Constant Reader, you are probably bored with my reiterating that in 2015 we decided to explore a more diverse cultural map which including those imposing monoliths opera and dance. Dance was an immediate winner but opera has been a harder sell - a truly unmagical PETER PAN from Welsh National Opera put paid to that. However we seem to have had a new plan of attack which is to see the Big Diva operas and so far they are paying off. First was Verdi's LA TRAVIATA at the Opera House, then TOSCA at the English National Opera and now it's back to the welcoming plush of Covent Garden to see Puccini's MADAMA BUTTERFLY.
I've just noticed that these operas are all based on plays - maybe that should be the criteria for choosing ones to see? It was only a stone's throw from the Opera House - at the more humble Duke of Yorks Theatre - that Puccini saw the original stage production in 1900. He didn't understand what was being said but what connected with him was the intimate drama that was so powerfully staged by David Belasco who also wrote it.
A particular moment that struck Puccini was how Belasco had his lead actress sit still for over 10 minutes while lighting effects suggested the shift from night to day as Butterfly waits all through the night for her husband who does not appear - Puccini would later score this moment in his opera with an offstage choir providing the haunting "Humming Chorus".
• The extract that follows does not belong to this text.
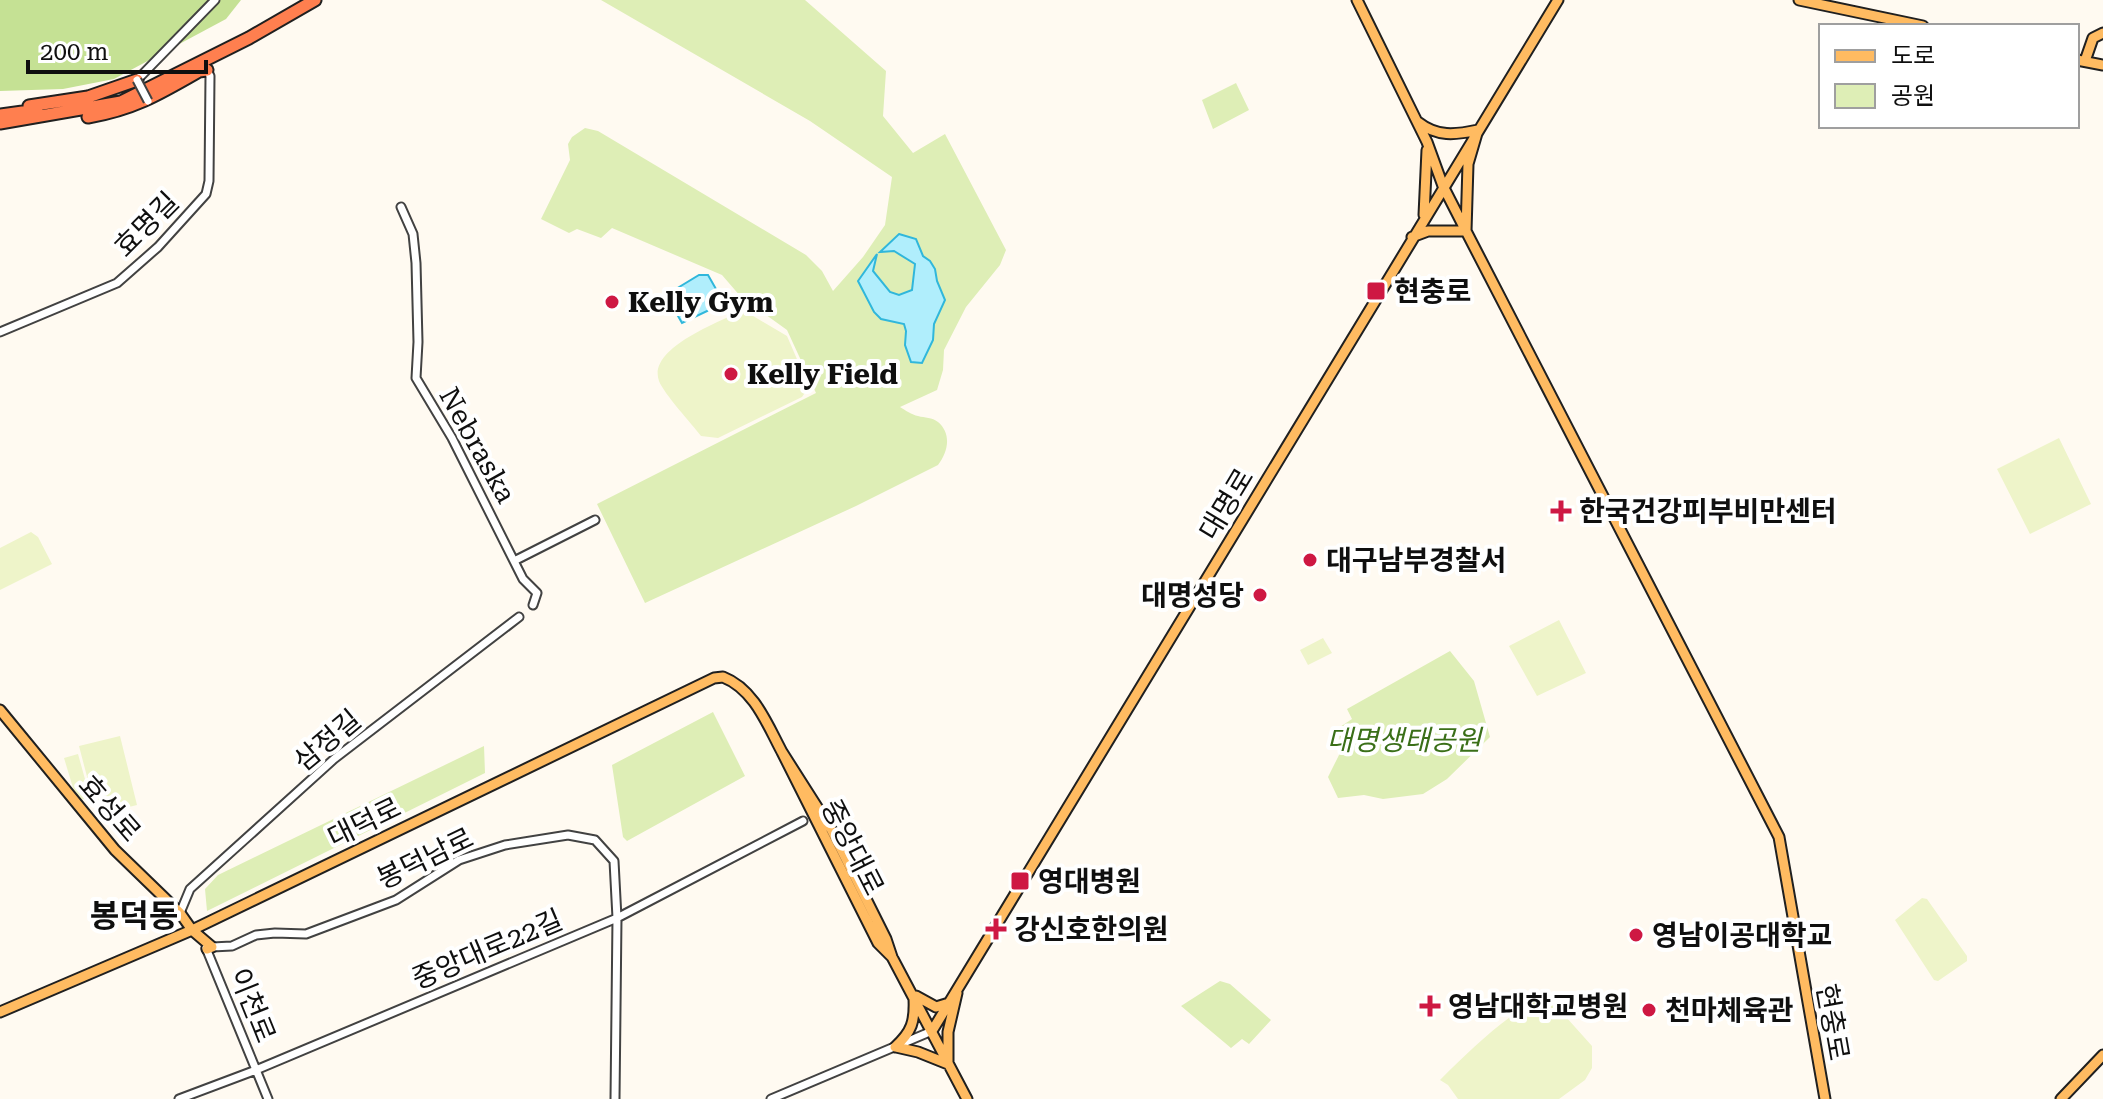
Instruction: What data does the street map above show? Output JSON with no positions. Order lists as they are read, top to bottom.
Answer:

Oddly enough, along with TOSCA and TRAVIATA, BUTTERFLY was not well received but the great composers were not precious about these things and after some judicious editing - changing it from a 3-act opera to a 2 act one - BUTTERFLY has fluttered down the years to be not just one of the most popular operas of all time but to also become an icon in other areas of performance: Mary Pickford and Anna May Wong played her in silent films while Helen Hayes played her in the sound era, Malcolm McLaren reinvented the aria 'Un Bel Di Vedremo' into his hip-hop classic "Madame Butterfly" and, of course, it was transposed to Vietnam for the bore-fest MISS SAIGON.
1900, Nagasaki: American sailor Lt Pinkerton marries a 15 year-old girl called Cio-Cio-San whose family have fallen on hard times after her father committed an honour suicide. The US Consul Sharpless tries to stop Pinkerton from going through with the contract - arranged with the oily marriage broker Goro - but the Lieutenant has no qualms about saying he will get married 'properly' when he returns to America. After the ceremony, Cio-Cio-San's uncle appears to announce to her family that she has betrayed them by secretly becoming a Christian which causes them all to desert her, leaving her alone with her-seemingly loving husband.
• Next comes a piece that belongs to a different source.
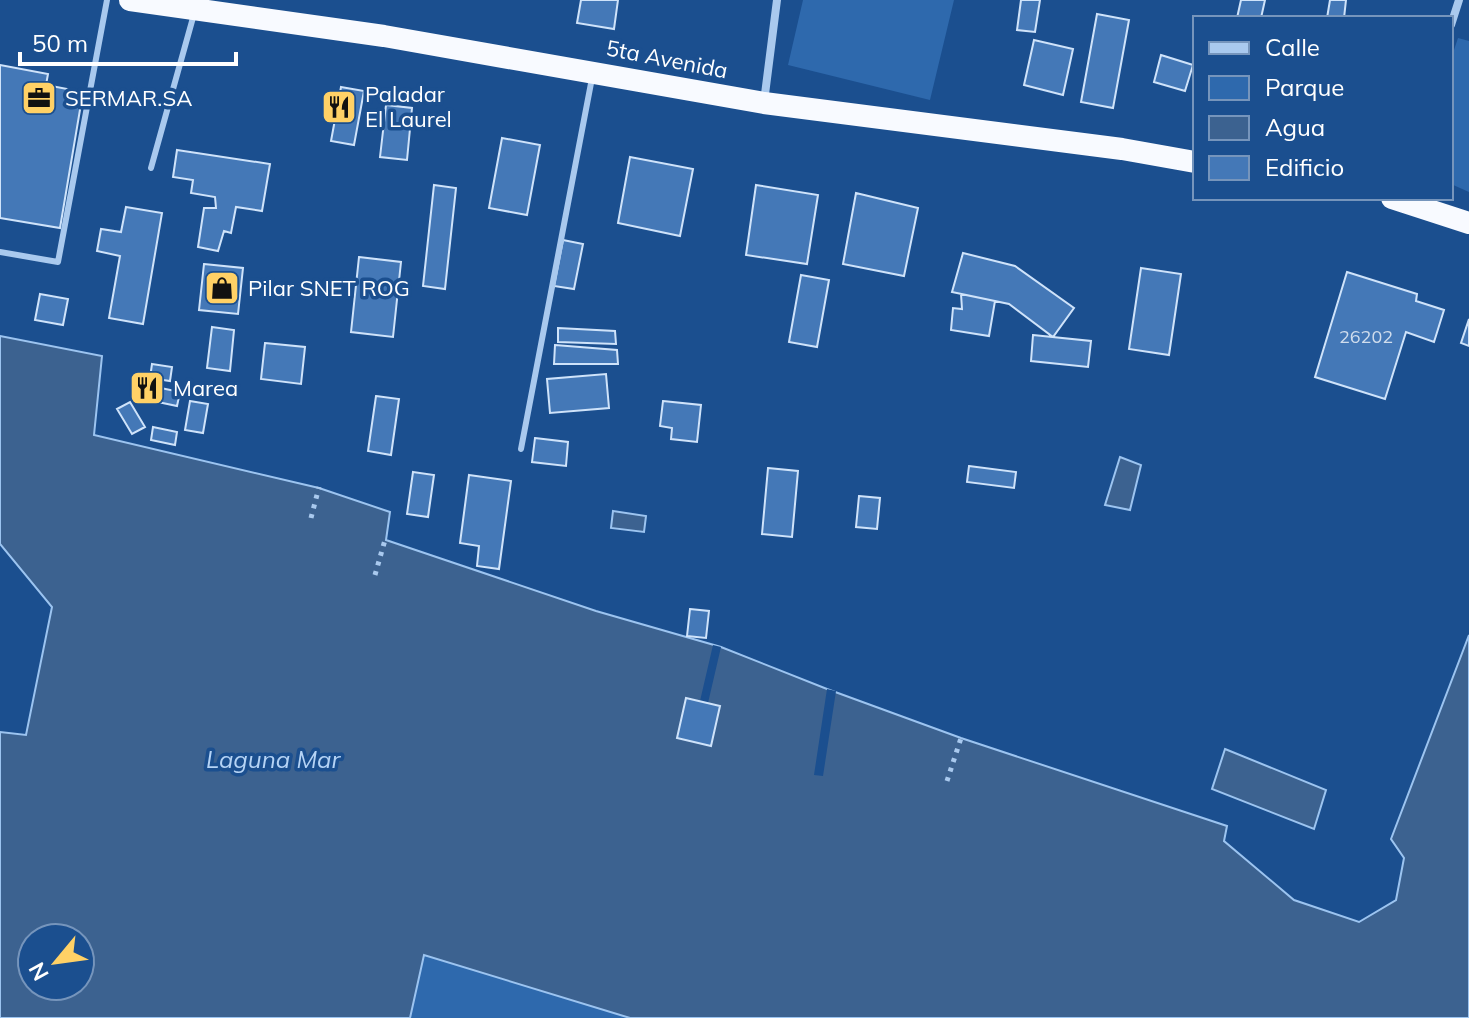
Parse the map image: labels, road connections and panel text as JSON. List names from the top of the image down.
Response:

Three years later, Cio-Cio-San waits unfailingly for Pinkerton to return as he left Japan soon after the marriage. Cared for by faithful servant Suzuki, she fends off Goro who is trying to marry her off again and is visited by Sharpless who tells her that Pinkerton's ship is returning. He also has a letter from Pinkerton telling Cio-Cio-San that he has brought with him his new American wife Kate but the Consul cannot break the news as she is so happy to hear of her husband's return and she surprises him with her 2 year-old son who Pinkerton knows nothing about; Cio-Cio-San stays up through the night just in case Pinkerton arrives home.
Suzuki entreats her to sleep in the morning so she misses the arrival of Sharpless with Pinkerton and Kate who are now aware of the existence of the son. Pinkerton, overcome with shame, cannot face his first wife and it is left to Suzuki, Sharpless and Kate to persuade her that the marriage is over and to relinquish her son to be raised in America. Cio-Cio-San realizes that her dream of love is over and agrees to hand over her son, but only to Pinkerton... She leaves her son outside blindfolded and holding an American flag then retrieves one of her few possessions - her father's suicide dagger....
Now in it's 14th year, Moshe Leiser and Patrice Caurier's production was sleek and cool, maybe a bit too much to truly ignite the emotions in the piece, that was left to the unbridled passion of Puccini's score which sounded wonderful under the conducting of Antonio Pappano.
Albanian-born Ermonela Jaho was a tempest-tossed Cio-Cio-San and certainly sang her testing arias well, I just didn't feel particularly connected to her as a character. Scott Hendricks as the put-upon Sharpless and Elizabeth Deshong as the faithful Suzuki were both excellent in their roles and Marcelo Puente played and sang the difficult role of the awful Pinkerton well. The supporting performances of Carlo Bosi, Yuriy Yurchuk and Emily Edmonds as Goro, Prince Yamadori and Kate Pinkerton also stayed in the mind.
The performance was being shown live in cinemas on the night we went and I was only mildly disappointed that the filming in no way impinged on the actual show. I was *hugely* disappointed instead by the shambolic scenes in the bar in the interval when 55 minutes was evidently not long enough for the bar staff to get the pre-paid interval drinks out properly. Cue mulish attitude from the one bar staff assigned to fulfill the orders and me losing my rag at the petulant sod and the overbearing cow who was attempting to push in ahead of me. Constant Reader, Mr Puccini's music calmed me down in the second half you will be pleased to hear...
I am really pleased to have finally seen MADAMA BUTTERFLY onstage in such a good production and hope the journey into appreciating the form will continue - next up is TURANDOT in July again at the Opera House... I can only hope that they keep the drama to the stage and not in the bar again!